Politicians and local civic leaders have been pitching the NUMMI idea to Tesla management in San Carlos, Calif. But it's an unrealistic proposal, says Tesla spokeswoman Rachel Konrad.
"We need about 500,000 square feet for our plant," which will assemble electric vehicles, Konrad explains. "NUMMI is 5 million."
Toyota Motor Corp. is in a quandary over what to do with NUMMI. In 1984, Toyota and General Motors created NUMMI as a joint venture, refurbishing a shuttered GM plant to produce Toyota and GM vehicles.
This year, GM walked away from NUMMI during its bankruptcy, leaving Toyota to decide what to do with the plant. Toyota has said it hopes to decide NUMMI's fate by early September.

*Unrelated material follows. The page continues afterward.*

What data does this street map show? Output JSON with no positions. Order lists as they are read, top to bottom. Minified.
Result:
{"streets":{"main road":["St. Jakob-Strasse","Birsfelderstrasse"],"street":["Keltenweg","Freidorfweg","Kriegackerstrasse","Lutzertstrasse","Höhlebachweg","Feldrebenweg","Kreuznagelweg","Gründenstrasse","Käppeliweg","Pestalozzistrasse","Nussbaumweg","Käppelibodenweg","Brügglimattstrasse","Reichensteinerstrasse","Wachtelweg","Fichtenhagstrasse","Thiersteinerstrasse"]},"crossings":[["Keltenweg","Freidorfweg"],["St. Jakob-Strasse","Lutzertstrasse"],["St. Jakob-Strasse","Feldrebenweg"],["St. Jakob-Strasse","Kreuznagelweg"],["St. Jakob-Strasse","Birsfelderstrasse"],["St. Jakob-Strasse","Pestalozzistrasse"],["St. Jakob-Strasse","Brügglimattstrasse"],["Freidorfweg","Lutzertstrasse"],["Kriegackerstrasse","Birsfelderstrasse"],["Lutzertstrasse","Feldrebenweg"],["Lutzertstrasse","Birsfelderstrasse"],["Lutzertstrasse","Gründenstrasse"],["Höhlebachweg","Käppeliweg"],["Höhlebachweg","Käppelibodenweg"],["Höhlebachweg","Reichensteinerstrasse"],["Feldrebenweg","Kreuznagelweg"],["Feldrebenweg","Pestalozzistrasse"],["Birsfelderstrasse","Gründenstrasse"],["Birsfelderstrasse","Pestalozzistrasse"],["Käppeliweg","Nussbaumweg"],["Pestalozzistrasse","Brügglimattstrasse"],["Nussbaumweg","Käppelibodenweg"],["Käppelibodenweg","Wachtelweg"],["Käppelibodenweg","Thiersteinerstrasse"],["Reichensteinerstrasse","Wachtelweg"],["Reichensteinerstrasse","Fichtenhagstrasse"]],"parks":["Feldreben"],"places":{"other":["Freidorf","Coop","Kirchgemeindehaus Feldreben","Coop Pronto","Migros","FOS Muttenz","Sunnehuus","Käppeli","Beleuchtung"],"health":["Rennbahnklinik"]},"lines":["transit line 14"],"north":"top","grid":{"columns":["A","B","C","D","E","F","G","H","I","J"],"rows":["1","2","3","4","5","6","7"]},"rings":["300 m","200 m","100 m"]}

Most observers predict the plant will be shut.
Those urging Tesla to consider the NUMMI factory point to the terms of a $465 million loan package the automaker received in June from the U.S. Department of Energy. The low-interest government loan requires Tesla to refurbish a mothballed plant rather than construct a greenfield factory.

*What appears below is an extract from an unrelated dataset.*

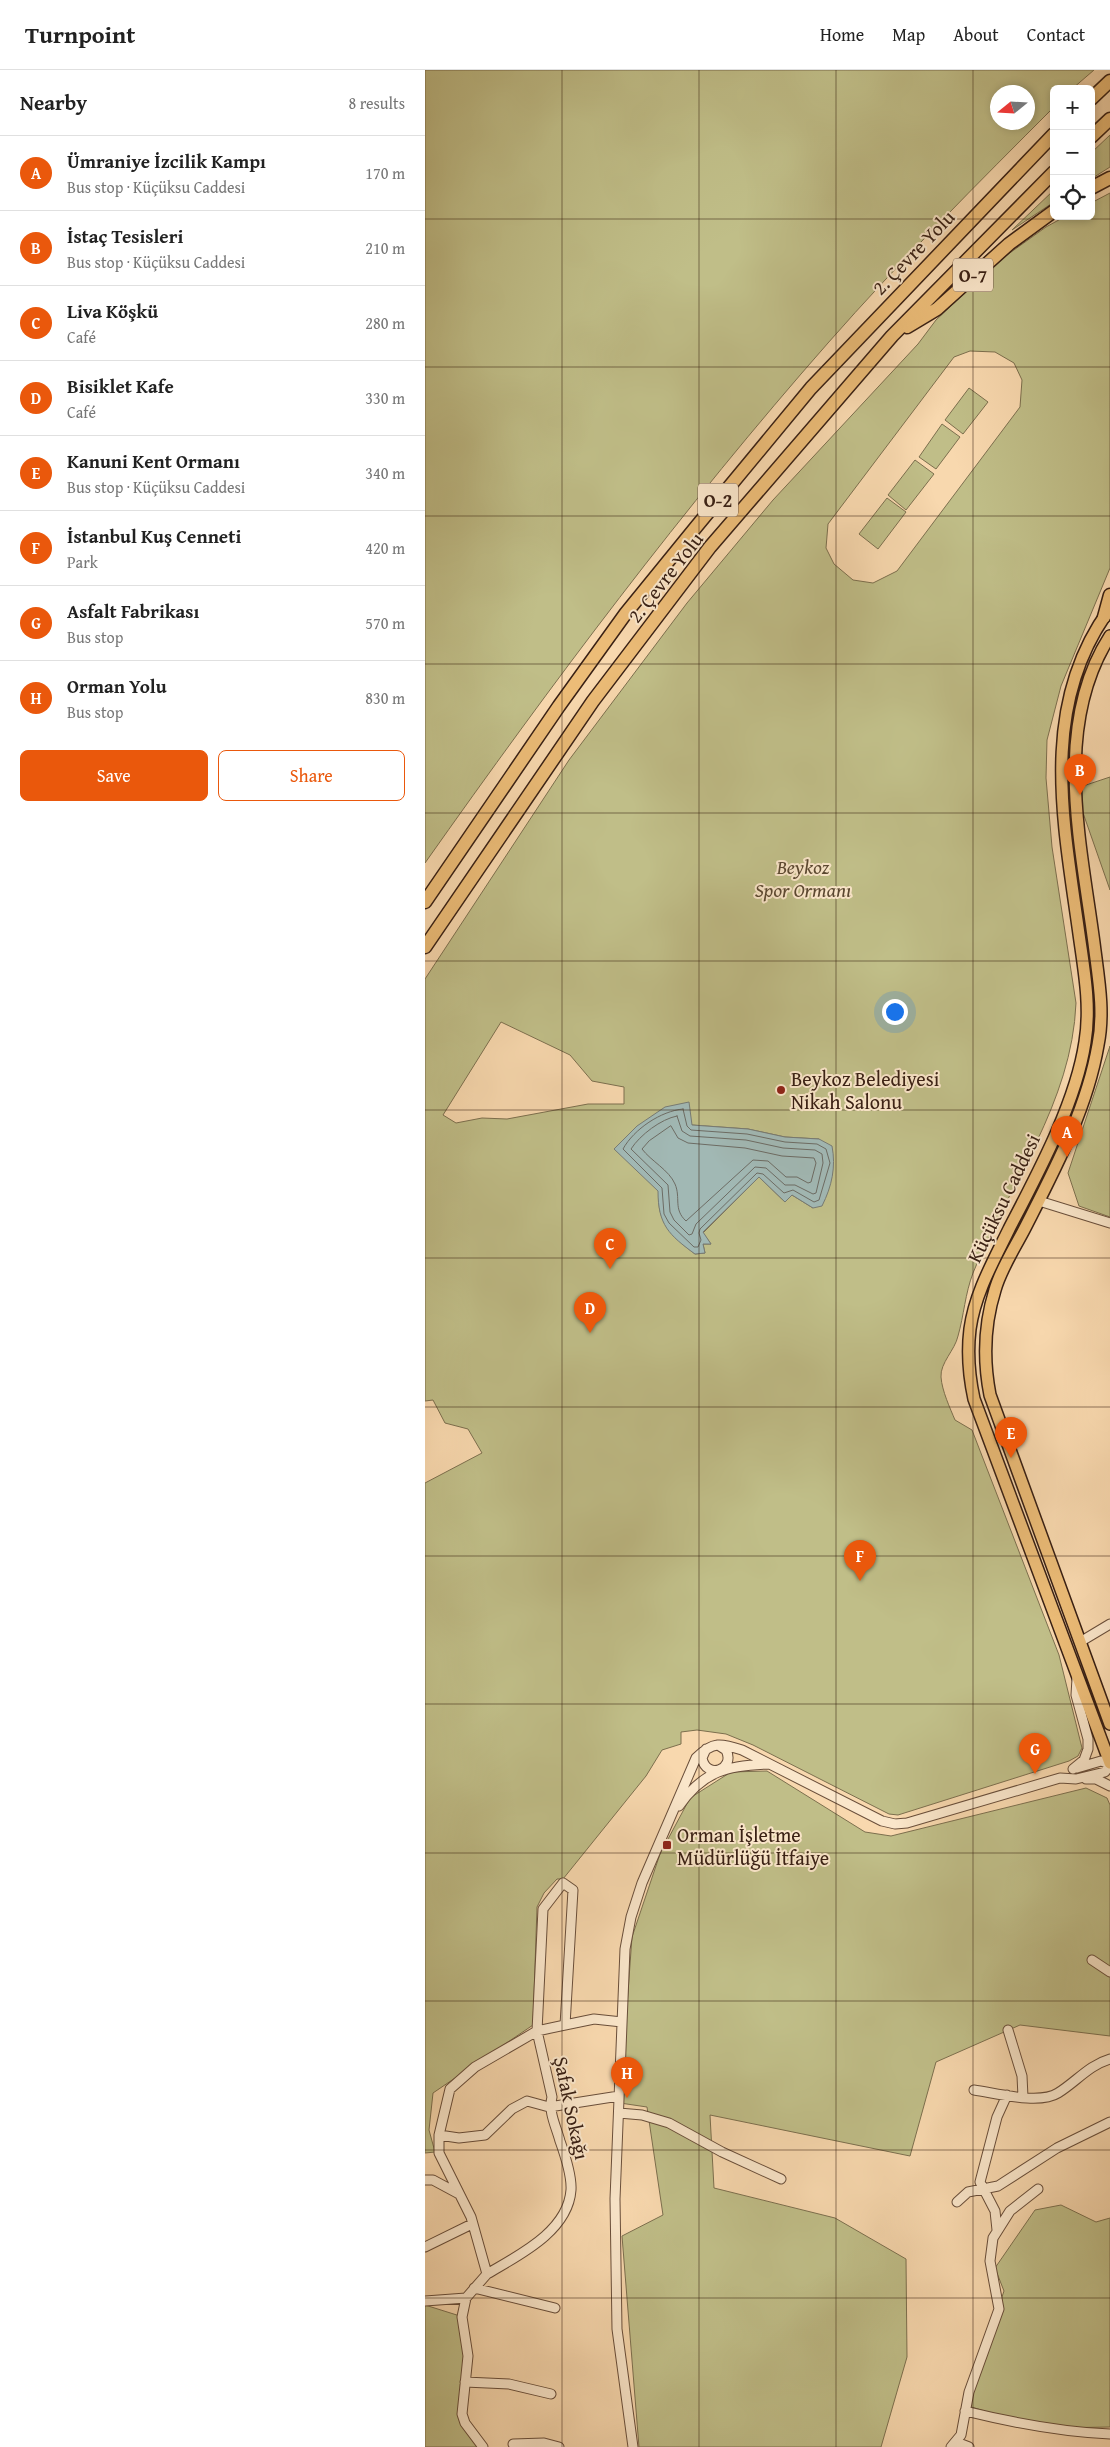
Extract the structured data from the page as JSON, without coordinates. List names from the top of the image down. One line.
{"streets":{"highway":["2. Çevre Yolu","O-7","O-2"],"main road":["Küçüksu Caddesi"],"street":["Şafak Sokağı"]},"crossings":[["2. Çevre Yolu","O-7"]],"parks":["Beykoz Spor Ormanı"],"places":{"other":["Beykoz Belediyesi Nikah Salonu"],"transit":["Orman İşletme Müdürlüğü İtfaiye"]},"north":"left","page":{"header":"Turnpoint","nav":["Home","Map","About","Contact"],"heading":["Nearby","8 results"],"map_buttons":["+","−"],"list":[{"mark":"A","name":"Ümraniye İzcilik Kampı","note":"Bus stop · Küçüksu Caddesi","value":"170 m"},{"mark":"B","name":"İstaç Tesisleri","note":"Bus stop · Küçüksu Caddesi","value":"210 m"},{"mark":"C","name":"Liva Köşkü","note":"Café","value":"280 m"},{"mark":"D","name":"Bisiklet Kafe","note":"Café","value":"330 m"},{"mark":"E","name":"Kanuni Kent Ormanı","note":"Bus stop · Küçüksu Caddesi","value":"340 m"},{"mark":"F","name":"İstanbul Kuş Cenneti","note":"Park","value":"420 m"},{"mark":"G","name":"Asfalt Fabrikası","note":"Bus stop","value":"570 m"},{"mark":"H","name":"Orman Yolu","note":"Bus stop","value":"830 m"}],"buttons":["Save","Share"],"pins":["B","A","C","D","E","F","G","H"]}}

But Tesla's Konrad says the electric-vehicle startup is looking for assembly sites in southern, not northern, California.
"The auto industry isn't the only segment of the California economy that has been struggling," Konrad says. "We have a lot of mothballed plants to choose from. There are some aerospace and chip factories around here that have closed."
Still, the company said today it chose a site in San Franciscos southern suburbs for its powertrain operations and new headquarters.
Tesla will lease a 369,000-square-foot building in the Stanford Research Park in Palo Alto, near its soon-to-be abandoned corporate headquarters in San Carlos. It will start renovations in the fall at the facility, where it will develop and produce electric powertrains for Teslas vehicles and for customers such as Daimler AG.
Initially, 350 people will work in the Palo Alto building, which can hold up to 650 employees, Tesla said in a statement.
The start-up company said in January it is supplying battery packs and chargers to Daimlers electric Smart minicar, due for a U.S. launch in 2010.
Chrissie Thompson contributed to this report.